(WHAT TO DO) In how many lines of the data below does the word "they" appear? Reply with the number and nothing more.

(Dataset entries)
>>>>>

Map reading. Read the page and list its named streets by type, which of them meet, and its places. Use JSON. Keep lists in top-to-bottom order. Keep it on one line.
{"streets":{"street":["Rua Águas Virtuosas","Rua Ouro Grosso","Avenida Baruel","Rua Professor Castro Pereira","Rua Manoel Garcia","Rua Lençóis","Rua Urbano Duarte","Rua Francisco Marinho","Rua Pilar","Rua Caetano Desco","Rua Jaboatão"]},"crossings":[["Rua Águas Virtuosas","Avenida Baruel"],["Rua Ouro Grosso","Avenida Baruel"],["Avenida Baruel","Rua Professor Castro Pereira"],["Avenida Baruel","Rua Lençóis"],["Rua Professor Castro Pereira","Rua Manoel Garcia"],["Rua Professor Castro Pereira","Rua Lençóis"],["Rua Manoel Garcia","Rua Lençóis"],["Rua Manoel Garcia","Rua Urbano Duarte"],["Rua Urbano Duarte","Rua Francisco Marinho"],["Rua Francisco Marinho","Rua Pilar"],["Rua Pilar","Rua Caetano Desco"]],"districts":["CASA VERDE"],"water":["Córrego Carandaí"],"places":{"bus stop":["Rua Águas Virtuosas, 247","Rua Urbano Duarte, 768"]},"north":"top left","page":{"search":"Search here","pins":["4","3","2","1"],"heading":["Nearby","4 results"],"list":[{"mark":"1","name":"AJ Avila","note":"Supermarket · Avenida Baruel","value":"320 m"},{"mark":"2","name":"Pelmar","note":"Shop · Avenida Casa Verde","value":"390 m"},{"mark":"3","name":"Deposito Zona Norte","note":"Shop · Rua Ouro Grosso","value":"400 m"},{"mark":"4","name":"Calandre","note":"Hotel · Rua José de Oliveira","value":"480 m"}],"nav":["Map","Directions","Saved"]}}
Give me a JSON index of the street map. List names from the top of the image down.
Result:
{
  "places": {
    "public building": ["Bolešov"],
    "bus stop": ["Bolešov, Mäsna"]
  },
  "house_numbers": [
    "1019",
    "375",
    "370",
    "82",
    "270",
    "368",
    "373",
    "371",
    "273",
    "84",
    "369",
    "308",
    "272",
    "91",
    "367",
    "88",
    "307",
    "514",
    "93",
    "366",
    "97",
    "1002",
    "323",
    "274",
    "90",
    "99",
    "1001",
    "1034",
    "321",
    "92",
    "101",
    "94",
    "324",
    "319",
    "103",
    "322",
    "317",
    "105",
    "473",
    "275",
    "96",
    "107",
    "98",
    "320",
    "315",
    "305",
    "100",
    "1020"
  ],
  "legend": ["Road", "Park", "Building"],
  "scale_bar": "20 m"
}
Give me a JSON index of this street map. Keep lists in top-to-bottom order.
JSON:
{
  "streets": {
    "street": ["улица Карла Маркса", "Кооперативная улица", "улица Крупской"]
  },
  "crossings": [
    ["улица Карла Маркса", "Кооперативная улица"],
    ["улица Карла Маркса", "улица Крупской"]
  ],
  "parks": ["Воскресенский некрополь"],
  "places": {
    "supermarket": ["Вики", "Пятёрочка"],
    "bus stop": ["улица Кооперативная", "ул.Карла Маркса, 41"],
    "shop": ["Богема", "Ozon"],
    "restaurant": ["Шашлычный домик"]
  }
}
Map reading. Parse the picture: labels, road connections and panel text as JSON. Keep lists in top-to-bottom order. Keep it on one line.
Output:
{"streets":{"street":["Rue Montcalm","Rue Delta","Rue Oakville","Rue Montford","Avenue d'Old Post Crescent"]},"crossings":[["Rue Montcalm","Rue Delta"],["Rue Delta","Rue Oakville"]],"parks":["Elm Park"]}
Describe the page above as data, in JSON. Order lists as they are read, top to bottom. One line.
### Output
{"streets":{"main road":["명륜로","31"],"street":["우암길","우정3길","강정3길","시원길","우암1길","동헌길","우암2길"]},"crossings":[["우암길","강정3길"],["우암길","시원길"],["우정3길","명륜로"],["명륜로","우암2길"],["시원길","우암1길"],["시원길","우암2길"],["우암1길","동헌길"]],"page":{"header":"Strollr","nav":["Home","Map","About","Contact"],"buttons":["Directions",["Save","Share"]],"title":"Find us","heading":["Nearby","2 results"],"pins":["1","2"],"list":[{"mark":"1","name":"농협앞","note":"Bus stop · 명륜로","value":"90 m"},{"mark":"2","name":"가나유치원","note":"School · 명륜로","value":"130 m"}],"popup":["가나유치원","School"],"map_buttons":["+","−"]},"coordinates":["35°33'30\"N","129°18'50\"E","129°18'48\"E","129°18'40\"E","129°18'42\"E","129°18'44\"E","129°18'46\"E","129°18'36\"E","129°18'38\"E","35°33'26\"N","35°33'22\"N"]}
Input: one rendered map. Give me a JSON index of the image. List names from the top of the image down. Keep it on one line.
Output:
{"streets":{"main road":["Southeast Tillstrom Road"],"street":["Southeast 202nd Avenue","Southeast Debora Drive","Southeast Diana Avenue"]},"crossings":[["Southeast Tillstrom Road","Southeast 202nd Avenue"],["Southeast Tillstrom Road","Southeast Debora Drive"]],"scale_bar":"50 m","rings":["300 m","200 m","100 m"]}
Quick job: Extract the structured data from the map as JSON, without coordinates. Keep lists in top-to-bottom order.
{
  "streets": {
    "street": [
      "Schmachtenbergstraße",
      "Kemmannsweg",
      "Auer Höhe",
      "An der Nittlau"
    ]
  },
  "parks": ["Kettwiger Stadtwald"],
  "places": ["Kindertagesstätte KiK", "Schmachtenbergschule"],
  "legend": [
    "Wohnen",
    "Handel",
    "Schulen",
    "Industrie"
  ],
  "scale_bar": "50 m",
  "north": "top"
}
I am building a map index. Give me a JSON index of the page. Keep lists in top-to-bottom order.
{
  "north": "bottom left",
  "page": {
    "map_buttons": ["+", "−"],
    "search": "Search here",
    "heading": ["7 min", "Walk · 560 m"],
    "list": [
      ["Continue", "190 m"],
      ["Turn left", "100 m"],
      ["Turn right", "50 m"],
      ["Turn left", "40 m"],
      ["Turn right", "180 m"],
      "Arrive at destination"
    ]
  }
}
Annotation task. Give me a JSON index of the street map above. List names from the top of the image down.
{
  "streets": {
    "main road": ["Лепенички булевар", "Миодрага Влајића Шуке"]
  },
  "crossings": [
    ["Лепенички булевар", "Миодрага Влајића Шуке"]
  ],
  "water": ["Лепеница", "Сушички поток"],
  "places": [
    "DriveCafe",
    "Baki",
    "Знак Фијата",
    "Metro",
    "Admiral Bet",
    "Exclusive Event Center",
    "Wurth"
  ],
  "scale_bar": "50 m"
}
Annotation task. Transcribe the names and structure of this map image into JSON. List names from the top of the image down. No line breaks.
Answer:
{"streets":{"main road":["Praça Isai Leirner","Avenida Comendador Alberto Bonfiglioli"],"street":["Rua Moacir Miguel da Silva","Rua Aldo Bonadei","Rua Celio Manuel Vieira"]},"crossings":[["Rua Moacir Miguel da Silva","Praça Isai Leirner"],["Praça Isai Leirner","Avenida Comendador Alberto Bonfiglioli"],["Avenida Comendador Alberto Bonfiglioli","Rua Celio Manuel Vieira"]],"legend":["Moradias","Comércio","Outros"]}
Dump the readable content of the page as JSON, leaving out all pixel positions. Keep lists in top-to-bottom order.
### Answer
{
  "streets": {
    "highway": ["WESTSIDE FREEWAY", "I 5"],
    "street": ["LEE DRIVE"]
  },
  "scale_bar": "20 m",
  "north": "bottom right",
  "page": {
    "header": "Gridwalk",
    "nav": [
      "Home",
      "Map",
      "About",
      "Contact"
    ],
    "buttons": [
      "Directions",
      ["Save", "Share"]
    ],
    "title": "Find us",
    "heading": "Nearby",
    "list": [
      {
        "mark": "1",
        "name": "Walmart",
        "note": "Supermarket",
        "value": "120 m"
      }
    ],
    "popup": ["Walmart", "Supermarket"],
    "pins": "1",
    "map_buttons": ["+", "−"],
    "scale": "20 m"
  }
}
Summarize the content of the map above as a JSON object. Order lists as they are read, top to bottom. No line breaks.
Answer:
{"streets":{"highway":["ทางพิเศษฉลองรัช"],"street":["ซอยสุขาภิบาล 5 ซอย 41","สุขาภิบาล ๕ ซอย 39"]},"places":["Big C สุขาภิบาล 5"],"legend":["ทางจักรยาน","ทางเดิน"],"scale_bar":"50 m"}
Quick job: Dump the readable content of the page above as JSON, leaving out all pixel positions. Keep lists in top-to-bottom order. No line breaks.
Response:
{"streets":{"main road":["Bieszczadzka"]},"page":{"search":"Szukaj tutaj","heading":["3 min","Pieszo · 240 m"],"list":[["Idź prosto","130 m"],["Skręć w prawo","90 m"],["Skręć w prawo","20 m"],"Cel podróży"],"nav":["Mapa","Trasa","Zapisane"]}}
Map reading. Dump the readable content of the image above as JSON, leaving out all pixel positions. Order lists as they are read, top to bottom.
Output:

<<<<<

(WRITTEN RESPONSE) 3